══ SUPPLIED INFORMATION

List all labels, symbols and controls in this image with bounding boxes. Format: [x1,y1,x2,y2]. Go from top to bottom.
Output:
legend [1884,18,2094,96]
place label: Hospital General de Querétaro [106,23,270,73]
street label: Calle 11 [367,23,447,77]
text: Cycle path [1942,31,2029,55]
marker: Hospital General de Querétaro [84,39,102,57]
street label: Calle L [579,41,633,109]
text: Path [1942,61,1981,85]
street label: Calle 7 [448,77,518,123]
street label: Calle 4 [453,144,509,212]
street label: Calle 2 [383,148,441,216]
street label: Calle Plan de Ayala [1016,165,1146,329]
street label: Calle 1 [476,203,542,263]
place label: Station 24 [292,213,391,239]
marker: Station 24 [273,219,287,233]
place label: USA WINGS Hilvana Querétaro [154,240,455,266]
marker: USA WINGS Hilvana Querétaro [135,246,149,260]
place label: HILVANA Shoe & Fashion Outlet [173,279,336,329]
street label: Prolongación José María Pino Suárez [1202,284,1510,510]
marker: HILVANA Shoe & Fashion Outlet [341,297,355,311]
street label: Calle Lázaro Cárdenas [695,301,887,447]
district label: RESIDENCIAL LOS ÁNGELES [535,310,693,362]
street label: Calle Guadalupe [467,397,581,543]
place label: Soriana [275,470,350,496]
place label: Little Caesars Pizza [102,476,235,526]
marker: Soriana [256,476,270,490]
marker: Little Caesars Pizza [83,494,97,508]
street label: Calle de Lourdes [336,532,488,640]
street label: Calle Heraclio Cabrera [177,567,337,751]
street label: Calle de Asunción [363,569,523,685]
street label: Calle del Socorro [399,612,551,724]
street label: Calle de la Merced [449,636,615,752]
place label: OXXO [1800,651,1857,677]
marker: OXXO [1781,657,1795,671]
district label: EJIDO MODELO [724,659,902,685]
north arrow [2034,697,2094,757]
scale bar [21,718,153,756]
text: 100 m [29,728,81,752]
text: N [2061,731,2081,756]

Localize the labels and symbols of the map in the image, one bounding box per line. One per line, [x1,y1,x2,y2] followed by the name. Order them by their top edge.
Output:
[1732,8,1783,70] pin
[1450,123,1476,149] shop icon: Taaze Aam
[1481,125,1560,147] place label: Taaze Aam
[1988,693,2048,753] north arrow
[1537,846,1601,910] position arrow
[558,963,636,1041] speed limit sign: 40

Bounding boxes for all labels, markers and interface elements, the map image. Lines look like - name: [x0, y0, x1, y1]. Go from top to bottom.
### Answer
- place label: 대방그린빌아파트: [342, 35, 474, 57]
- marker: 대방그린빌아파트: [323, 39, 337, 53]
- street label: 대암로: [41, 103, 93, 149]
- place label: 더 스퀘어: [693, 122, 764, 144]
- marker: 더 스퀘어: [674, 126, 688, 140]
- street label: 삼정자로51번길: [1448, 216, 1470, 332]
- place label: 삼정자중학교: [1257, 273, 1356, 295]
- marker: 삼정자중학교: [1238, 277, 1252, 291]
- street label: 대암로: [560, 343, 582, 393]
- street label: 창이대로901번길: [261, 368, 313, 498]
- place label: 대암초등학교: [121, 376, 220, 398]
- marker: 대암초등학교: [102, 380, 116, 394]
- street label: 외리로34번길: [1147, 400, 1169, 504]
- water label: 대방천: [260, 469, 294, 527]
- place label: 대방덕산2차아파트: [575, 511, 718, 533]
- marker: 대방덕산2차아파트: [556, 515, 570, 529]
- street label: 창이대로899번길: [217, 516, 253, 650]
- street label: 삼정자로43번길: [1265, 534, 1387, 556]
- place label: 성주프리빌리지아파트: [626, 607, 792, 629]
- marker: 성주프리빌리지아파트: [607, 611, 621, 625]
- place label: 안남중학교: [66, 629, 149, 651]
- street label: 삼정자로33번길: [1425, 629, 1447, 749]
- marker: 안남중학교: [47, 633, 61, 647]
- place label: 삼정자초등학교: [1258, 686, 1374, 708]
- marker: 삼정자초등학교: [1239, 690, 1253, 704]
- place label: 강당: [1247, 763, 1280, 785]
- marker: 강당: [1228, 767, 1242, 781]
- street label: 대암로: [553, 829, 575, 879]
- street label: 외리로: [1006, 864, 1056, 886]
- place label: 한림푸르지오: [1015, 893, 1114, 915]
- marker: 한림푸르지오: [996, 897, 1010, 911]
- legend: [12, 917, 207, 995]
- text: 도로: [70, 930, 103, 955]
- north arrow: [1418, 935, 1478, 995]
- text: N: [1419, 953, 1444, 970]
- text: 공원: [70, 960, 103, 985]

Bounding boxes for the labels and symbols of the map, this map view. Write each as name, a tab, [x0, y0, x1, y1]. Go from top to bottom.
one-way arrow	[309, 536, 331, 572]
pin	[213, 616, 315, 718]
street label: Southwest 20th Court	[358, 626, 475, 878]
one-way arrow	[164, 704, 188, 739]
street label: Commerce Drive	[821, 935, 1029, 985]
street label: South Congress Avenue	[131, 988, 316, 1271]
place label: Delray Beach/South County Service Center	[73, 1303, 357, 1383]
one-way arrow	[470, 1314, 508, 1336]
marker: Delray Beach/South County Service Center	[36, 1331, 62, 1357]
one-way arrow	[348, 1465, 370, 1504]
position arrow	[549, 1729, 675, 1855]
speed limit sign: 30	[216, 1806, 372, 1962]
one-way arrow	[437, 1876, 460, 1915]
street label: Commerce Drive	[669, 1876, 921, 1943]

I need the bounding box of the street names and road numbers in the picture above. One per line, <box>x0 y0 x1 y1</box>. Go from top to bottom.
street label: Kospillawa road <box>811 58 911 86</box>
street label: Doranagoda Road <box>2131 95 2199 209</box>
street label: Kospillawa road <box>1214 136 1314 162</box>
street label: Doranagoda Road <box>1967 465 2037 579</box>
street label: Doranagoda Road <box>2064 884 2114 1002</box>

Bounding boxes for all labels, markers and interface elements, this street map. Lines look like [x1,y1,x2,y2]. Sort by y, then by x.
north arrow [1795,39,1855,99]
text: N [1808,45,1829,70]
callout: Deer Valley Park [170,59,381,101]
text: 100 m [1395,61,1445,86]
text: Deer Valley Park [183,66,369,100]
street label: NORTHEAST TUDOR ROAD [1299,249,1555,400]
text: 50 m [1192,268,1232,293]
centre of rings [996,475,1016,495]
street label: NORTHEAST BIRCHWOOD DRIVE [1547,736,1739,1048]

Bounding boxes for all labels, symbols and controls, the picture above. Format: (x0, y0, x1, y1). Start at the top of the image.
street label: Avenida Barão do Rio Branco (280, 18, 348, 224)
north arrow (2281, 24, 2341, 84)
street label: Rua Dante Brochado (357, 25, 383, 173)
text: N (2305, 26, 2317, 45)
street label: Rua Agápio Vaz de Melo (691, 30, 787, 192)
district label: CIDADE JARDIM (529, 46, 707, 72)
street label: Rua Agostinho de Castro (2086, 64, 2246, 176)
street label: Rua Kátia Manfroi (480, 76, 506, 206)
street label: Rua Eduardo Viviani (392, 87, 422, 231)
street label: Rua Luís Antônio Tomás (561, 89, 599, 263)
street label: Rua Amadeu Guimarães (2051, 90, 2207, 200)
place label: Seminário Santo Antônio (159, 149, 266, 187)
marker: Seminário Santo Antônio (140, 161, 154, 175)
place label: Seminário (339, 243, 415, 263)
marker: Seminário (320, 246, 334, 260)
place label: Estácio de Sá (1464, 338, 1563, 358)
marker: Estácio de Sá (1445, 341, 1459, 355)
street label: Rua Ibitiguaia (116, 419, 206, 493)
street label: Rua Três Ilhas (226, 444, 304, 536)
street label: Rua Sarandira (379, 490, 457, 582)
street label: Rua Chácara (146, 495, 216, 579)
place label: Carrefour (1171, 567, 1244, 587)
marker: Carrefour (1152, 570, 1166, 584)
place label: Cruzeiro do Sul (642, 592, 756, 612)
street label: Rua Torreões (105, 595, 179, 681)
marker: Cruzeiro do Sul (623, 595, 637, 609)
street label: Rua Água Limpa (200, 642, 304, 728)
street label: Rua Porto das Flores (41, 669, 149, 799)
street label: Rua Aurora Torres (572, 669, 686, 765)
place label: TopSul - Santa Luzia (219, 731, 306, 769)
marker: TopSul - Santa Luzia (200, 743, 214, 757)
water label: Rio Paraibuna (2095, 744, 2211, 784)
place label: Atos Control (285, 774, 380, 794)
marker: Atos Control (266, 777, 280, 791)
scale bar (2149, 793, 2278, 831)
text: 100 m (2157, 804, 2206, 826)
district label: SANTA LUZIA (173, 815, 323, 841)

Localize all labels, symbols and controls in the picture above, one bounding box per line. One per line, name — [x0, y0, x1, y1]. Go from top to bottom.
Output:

════

### EXERCISE AIM
Your task is to find every line above containing the word "Localize" and copy it.

### EXERCISE OUTPUT
Localize the labels and symbols of the map in the image, one bounding box per line. One per line, [x1,y1,x2,y2] followed by the name. Order them by their top edge.
Localize all labels, symbols and controls in the picture above, one bounding box per line. One per line, name — [x0, y0, x1, y1]. Go from top to bottom.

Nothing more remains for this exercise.